The fight for gender equality in Indonesia achieved substantial gains after the country’s transition to democracy began in 1998. However, such gains have prompted a backlash from conservative movements, and in particular from Islamist groups. Such groups oppose feminist values and agendas, and instead promote religiously conservative interpretations of gender roles. Islamist groups have mobilised against a range of gender-progressive laws and regulations, including a bill proposed in 2022 on sexual violence. Importantly, women-led alliances of conservative Islamist groups are at the forefront of opposition to feminist-inspired legal change. The backlash against gender activism is not isolated to Indonesia. Scholars argue ‘anti-gender movements’ have been growing all around the world. Anti-gender movements oppose emancipatory claims on gender, sex, and sexuality and cast such claims as a moral threats. The movements have recently gained prominence as part of a broader rise in right-wing populism and democratic backsliding around the globe. 
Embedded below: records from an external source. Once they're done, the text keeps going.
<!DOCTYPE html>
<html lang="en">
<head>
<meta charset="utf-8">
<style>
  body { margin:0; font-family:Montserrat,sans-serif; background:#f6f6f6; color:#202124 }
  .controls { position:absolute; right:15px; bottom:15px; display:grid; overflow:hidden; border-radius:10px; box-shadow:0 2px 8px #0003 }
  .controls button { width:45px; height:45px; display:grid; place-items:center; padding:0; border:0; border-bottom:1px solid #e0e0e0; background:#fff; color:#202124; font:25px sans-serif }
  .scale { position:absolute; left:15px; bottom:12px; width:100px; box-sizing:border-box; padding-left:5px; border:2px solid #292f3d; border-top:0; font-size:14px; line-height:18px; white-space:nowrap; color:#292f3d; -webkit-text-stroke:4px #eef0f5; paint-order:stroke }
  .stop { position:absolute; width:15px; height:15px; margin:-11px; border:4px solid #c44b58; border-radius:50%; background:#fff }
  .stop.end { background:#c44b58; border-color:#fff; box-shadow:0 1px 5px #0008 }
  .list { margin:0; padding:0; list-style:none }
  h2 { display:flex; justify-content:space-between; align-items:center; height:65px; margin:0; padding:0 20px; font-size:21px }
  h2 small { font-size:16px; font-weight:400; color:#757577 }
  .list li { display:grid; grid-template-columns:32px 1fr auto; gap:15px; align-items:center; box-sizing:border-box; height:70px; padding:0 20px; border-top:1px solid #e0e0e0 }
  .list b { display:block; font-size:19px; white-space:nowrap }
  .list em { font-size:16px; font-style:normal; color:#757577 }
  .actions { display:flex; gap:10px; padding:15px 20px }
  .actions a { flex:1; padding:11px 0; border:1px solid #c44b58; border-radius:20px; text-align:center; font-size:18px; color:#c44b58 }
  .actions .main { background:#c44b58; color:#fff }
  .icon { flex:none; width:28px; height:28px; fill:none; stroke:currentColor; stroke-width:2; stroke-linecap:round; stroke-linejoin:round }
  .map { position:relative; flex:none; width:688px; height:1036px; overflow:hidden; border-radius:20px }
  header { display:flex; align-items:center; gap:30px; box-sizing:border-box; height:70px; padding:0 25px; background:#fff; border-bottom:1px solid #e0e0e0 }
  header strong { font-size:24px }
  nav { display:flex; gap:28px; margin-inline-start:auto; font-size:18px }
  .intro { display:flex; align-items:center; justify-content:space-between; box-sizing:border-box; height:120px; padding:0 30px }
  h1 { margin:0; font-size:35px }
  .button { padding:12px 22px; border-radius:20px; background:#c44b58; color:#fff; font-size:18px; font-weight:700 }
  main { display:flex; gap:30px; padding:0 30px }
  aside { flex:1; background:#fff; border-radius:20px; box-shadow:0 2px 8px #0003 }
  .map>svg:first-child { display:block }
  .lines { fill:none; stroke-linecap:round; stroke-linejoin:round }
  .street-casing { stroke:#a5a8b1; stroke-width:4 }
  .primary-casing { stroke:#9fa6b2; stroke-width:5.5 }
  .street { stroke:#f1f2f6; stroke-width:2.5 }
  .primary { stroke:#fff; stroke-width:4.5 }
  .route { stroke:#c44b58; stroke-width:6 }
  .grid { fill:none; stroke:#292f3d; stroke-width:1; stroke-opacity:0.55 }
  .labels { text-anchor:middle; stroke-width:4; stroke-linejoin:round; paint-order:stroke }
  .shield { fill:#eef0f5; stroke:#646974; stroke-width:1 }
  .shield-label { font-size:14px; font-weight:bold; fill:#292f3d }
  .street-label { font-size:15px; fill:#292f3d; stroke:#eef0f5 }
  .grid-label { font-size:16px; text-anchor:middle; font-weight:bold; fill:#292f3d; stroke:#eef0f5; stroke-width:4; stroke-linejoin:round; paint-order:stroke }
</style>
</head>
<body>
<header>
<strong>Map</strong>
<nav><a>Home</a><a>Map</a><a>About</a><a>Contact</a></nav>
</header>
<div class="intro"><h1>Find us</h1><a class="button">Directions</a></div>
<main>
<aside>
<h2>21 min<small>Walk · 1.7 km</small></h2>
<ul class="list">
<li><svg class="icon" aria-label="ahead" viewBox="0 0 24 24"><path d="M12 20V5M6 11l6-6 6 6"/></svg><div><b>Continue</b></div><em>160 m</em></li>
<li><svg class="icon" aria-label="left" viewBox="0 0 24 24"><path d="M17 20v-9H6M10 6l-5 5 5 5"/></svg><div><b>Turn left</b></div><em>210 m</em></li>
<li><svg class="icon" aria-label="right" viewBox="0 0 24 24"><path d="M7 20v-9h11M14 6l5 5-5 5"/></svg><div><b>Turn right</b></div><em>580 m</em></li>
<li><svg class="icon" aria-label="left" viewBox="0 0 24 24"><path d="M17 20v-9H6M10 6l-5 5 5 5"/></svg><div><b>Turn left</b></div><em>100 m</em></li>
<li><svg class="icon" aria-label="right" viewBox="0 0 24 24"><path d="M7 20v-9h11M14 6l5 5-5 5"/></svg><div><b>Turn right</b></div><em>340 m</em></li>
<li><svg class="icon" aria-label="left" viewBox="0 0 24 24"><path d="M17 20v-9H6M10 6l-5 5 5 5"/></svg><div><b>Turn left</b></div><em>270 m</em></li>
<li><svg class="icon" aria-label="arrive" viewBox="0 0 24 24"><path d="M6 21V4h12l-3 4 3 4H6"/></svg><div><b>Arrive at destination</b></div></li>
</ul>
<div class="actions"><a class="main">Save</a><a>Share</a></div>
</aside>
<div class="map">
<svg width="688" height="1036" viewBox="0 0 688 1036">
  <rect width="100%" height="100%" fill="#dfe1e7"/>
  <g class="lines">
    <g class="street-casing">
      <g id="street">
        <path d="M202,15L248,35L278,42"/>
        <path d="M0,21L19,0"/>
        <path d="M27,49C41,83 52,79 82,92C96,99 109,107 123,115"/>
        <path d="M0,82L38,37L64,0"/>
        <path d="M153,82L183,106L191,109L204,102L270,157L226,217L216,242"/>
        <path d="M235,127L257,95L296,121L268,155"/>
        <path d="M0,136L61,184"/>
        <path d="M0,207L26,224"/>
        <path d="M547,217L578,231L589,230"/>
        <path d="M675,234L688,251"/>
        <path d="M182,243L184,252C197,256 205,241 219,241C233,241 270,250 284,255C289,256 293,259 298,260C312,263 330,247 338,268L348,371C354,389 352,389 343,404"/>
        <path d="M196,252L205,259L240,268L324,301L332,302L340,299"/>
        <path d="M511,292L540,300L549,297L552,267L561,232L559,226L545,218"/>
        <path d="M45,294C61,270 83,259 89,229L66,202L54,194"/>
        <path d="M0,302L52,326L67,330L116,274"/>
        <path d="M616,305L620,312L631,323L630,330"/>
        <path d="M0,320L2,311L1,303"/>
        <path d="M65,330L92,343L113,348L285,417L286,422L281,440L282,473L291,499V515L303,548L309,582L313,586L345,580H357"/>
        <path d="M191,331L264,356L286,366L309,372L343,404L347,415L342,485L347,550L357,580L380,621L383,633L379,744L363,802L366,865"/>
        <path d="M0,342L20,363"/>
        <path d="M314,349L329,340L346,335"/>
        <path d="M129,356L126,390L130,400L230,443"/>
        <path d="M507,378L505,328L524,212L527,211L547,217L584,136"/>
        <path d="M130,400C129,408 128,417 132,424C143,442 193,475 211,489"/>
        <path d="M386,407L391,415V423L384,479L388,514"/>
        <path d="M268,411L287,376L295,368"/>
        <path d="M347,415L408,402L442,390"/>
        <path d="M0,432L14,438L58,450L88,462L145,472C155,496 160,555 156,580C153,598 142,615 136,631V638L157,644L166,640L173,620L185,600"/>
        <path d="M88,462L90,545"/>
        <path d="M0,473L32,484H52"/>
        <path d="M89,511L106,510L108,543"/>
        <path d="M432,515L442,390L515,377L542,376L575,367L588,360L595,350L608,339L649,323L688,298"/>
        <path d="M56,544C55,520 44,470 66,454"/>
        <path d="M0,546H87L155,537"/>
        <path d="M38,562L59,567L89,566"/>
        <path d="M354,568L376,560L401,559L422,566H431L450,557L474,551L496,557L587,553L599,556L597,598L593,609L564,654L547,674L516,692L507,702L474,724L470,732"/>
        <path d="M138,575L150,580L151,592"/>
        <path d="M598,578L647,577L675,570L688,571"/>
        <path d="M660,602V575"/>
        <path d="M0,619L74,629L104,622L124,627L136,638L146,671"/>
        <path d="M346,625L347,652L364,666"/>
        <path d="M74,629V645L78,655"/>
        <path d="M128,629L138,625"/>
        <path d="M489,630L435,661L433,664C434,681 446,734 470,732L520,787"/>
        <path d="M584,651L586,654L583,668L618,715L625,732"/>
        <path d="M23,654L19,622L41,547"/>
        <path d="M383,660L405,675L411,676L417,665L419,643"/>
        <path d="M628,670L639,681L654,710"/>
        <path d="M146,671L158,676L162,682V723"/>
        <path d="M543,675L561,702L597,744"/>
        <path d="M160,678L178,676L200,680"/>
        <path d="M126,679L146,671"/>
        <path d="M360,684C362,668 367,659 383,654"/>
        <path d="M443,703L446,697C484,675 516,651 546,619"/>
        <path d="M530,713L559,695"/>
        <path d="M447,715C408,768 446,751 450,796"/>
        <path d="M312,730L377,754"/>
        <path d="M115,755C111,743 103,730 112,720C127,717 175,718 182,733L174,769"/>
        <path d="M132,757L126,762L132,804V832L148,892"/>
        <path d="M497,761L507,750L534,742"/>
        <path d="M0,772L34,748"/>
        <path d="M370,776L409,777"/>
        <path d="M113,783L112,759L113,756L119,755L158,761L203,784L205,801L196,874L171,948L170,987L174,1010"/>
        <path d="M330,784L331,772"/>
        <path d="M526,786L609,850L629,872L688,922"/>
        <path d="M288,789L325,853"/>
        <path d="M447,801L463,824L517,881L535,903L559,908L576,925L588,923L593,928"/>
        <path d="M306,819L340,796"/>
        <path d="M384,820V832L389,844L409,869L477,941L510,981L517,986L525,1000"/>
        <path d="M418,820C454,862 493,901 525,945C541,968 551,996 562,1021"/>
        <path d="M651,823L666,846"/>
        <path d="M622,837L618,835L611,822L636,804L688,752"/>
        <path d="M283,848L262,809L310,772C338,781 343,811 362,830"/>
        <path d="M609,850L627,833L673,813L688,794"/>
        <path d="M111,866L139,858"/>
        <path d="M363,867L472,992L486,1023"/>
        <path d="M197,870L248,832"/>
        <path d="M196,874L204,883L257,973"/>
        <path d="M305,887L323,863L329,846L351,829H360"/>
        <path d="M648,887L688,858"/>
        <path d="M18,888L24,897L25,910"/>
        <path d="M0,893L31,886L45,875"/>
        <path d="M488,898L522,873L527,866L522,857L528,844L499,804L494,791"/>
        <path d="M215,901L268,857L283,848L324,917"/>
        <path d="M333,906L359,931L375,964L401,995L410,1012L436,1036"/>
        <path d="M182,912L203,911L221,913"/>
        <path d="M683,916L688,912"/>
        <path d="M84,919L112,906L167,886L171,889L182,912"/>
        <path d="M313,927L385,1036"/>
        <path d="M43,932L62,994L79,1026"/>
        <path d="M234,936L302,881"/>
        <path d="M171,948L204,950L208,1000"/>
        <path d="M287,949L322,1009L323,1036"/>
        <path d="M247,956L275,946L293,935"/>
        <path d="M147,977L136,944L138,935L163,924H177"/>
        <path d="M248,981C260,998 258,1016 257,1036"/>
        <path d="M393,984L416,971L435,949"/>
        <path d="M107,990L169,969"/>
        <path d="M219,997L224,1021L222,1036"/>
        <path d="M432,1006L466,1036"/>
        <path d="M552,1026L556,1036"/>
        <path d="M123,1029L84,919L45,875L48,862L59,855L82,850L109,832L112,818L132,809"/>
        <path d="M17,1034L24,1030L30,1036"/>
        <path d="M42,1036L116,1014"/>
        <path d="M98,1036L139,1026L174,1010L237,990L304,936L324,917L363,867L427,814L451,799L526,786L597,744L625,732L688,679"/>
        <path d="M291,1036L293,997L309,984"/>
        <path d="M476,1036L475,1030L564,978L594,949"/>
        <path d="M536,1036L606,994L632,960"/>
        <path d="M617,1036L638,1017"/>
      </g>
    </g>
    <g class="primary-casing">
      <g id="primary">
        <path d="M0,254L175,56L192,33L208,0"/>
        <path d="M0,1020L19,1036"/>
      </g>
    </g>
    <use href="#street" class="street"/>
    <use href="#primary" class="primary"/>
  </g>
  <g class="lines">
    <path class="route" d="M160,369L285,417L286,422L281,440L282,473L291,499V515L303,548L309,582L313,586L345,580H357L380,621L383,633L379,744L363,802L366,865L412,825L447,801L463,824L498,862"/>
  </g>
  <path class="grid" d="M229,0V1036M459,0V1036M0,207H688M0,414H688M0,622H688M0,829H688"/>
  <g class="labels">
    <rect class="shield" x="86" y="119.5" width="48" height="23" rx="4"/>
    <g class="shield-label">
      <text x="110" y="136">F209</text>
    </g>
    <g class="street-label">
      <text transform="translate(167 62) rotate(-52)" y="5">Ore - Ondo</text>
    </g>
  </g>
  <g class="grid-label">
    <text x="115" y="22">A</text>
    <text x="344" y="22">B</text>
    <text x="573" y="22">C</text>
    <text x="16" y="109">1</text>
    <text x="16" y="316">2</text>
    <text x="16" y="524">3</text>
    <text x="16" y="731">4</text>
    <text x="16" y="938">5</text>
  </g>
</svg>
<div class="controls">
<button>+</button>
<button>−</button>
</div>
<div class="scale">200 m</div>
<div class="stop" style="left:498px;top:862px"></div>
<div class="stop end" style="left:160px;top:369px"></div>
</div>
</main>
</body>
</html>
Against this backdrop, my doctoral research project asks: What explains the recent rise in women-led anti-gender activism in Indonesia, and what has been its impact on women’s rights in the country? How similar and how different is this form of anti-gender activism to what analysts observe in other parts of the world, and in particular other Muslim-majority countries? To answer these questions, the project will use counter-movement theory as the overarching analytical framework, emphasising the dynamic interplay between social movements, counter-movements, and the state. In doing so, this project will offer the first systematic investigation into the growing visibility of anti-gender movements in Indonesia, with a view to reflecting on how such movements contribute to, or are impacted by, broader problems of democratic regression.

 

Dyah Ayu Kartika (Kathy) commenced her PhD studies in February 2023. She previously worked as a research analyst in a Jakarta-based think tank, the Institute for Policy Analysis of Conflict (IPAC). She was also part of the Indonesian fellows for New Mandala, an academic blog hosted by The Australian National University, to provide analysis on gender issues during Indonesia’s 2019 election.